Protest over closure of Detroit Day School for the Deaf


protestStudents, parents and teachers protest closure of Detroit Day School for the Deaf

Parents, students, teachers and community residents held a protest and picket outside the Detroit Day School for the Deaf March 12. The school is one of more than a dozen slated to be shuttered next fall on orders of Detroit Public Schools Emergency Manager Roy Roberts.


Over the past three years, state-appointed emergency managers wielding dictatorial powers have shut down scores of public schools in Detroit and driven tens of thousands of students out of the district or into for-profit charter schools. Roy Roberts was appointed by Michigan Republican Governor Rick Snyder while Democratic Governor Jennifer Granholm appointed his predecessor, Robert Bobb.
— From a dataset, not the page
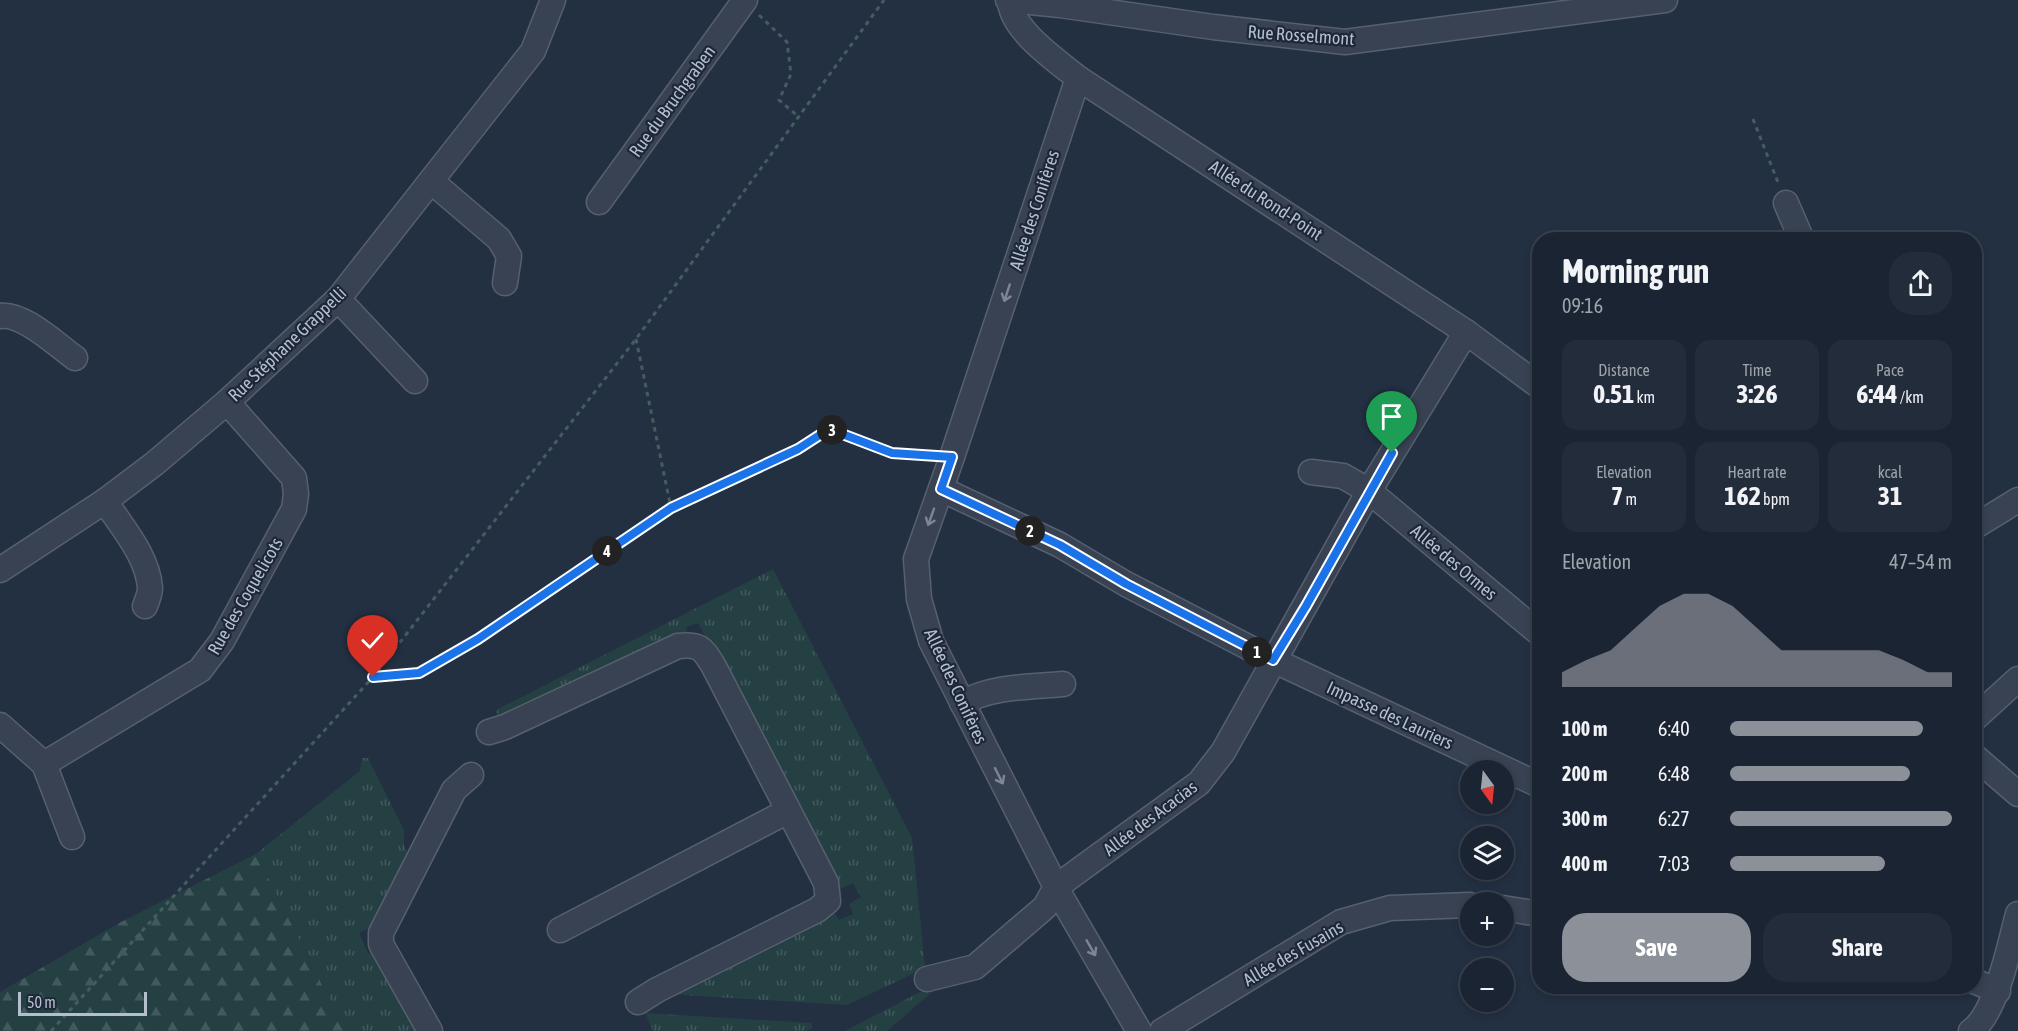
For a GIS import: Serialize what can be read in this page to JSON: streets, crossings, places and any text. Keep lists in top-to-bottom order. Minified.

Both have acted ruthlessly to gut public education in Detroit in the interests of the banks and bondholders.

Detroit Day School for the Deaf, organized in 1898, is one of the oldest schools of its kind in the United States. It is the only non-residential school for the deaf in Michigan and currently has 39 students enrolled.

An ancillary staff member at the Detroit Day School for the Deaf told the WSWS,

“This school offers a continuum of education with deaf and hard of hearing students who communicate with sign language. If they are dispersed, their best friends will be their interpreters. If they don’t have peers who can communicate with them they will be socially isolated. To send these kids into an environment where other kids can’t understand them would be a crime.
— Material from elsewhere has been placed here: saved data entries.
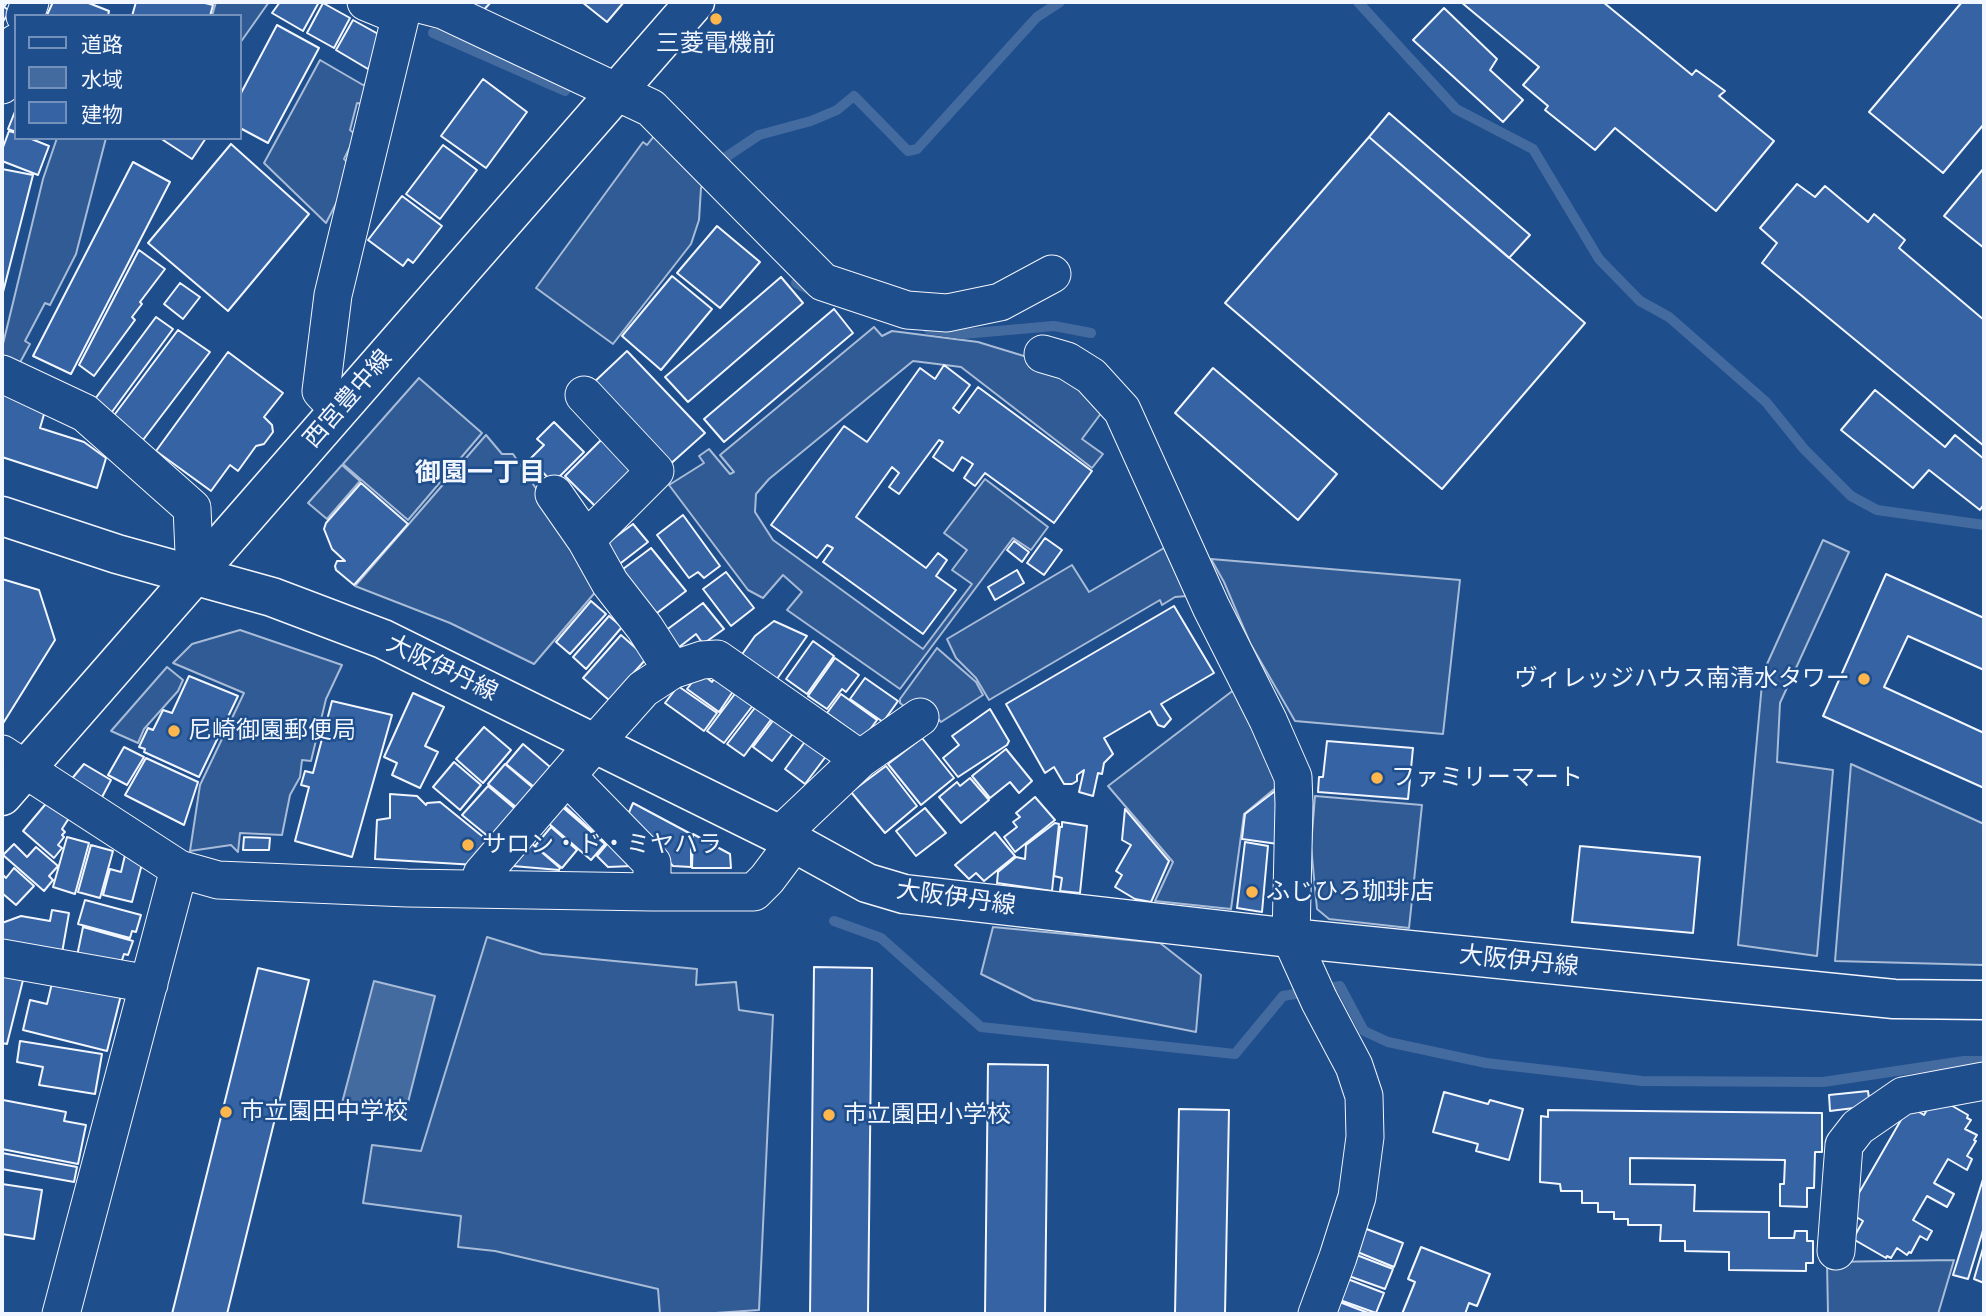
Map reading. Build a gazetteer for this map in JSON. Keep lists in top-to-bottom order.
{
  "streets": {
    "main road": ["西宮豊中線", "大阪伊丹線"]
  },
  "crossings": [
    ["西宮豊中線", "大阪伊丹線"]
  ],
  "districts": ["御園一丁目"],
  "places": [
    "三菱電機前",
    "ヴィレッジハウス南清水タワー",
    "尼崎御園郵便局",
    "ファミリーマート",
    "サロン・ド・ミヤハラ",
    "ふじひろ珈琲店",
    "市立園田中学校",
    "市立園田小学校"
  ],
  "legend": ["道路", "水域", "建物"]
}
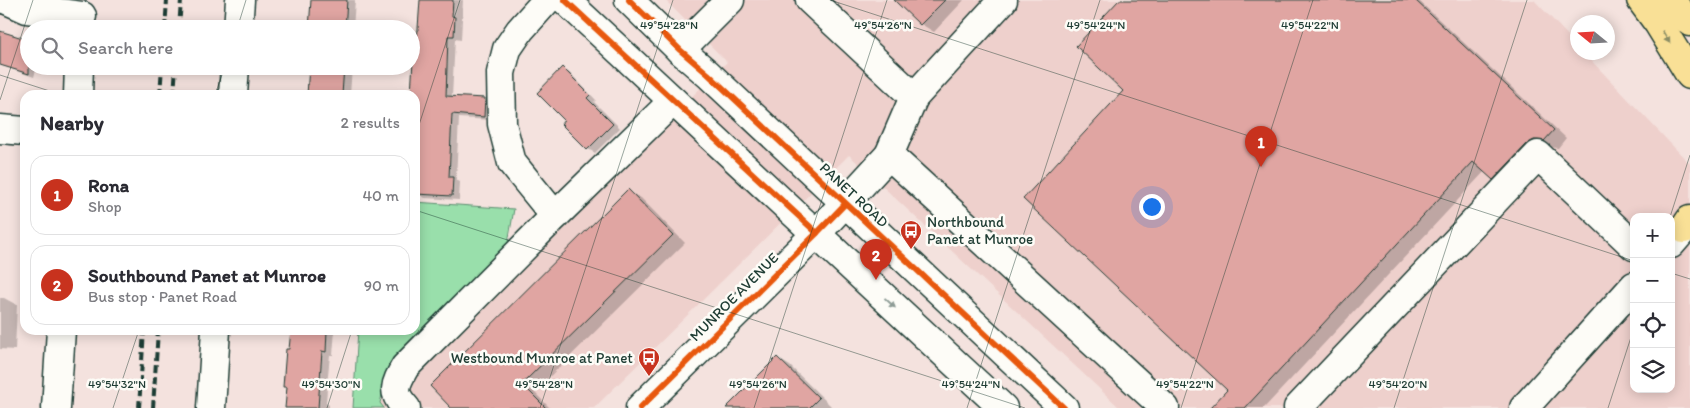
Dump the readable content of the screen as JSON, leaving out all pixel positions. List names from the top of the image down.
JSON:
{
  "streets": {
    "street": ["PANET ROAD", "MUNROE AVENUE"]
  },
  "crossings": [
    ["PANET ROAD", "MUNROE AVENUE"]
  ],
  "places": {
    "bus stop": ["Northbound Panet at Munroe", "Westbound Munroe at Panet"]
  },
  "north": "left",
  "page": {
    "search": "Search here",
    "heading": ["Nearby", "2 results"],
    "pins": ["1", "2"],
    "list": [
      {
        "mark": "1",
        "name": "Rona",
        "note": "Shop",
        "value": "40 m"
      },
      {
        "mark": "2",
        "name": "Southbound Panet at Munroe",
        "note": "Bus stop · Panet Road",
        "value": "90 m"
      }
    ],
    "map_buttons": ["+", "−"]
  },
  "coordinates": [
    "49°54'28\"N",
    "49°54'26\"N",
    "49°54'24\"N",
    "49°54'22\"N",
    "49°54'32\"N",
    "49°54'30\"N",
    "49°54'20\"N"
  ]
}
“We really don’t know what is going to happen to the students. It is being dictated to the principal.”

The closure of the school will likely mean that students will be put into the general population of the Detroit Public Schools or bused to the Michigan School for the Deaf in Flint, more than 60 miles away.

As one educator explained to the WSWS, the problem with putting children into the general student population is that many children coming to the school have little or no language experience at all, because 90 percent of deaf or hard of hearing students are born to hearing parents, who do not have skills to communicate with the deaf. This means that deaf and hard of hearing students are behind when it comes to language and communication skills and require extra time to catch up. Therefore, to require a student at age 14, who is likely reading at a second or third grade level, to enter a regular high school is a recipe for failure.

Mary Ellen Anglewicz, a former Detroit public school teacher, told us, “The teachers here are specially trained. What happens when the children are scattered? What resources do parents have?

“I know that schools like this get federal money for special needs students. I don’t know where that money is going to. You have a facility that is up and running. It is like you are tossing it away. There is no thought behind it.”

Michael Stenvig said, “I teach in Hamtramck. I taught in the Detroit schools program for special education. This is one of the best.


MichaelMichael Stenvig

“I have a question for Mr. Roberts. Are you going to take all these students to individual schools? Are you going to forget about them like in the 1920s?


“It is one thing to say this is a bad move by an unelected dictator over the Detroit schools. But we have a state with a surplus of money. Why is the state allowing this to happen?

“I have a feeling this is going to be a steamroller year. It will be destroy and pillage.”


Dawn, JanDawn Pauling (left) and Jan Goike

Jan Goike, a former principal at the Detroit Day School for the Deaf, told the WSWS, “This is not the first time we have dealt with this. At least once every four years they have threatened to close this school until we expend huge manpower in trying to fight the closing. The unfortunate part of all this is that all the time and energy we expended to keep it open could have been used to make the school better.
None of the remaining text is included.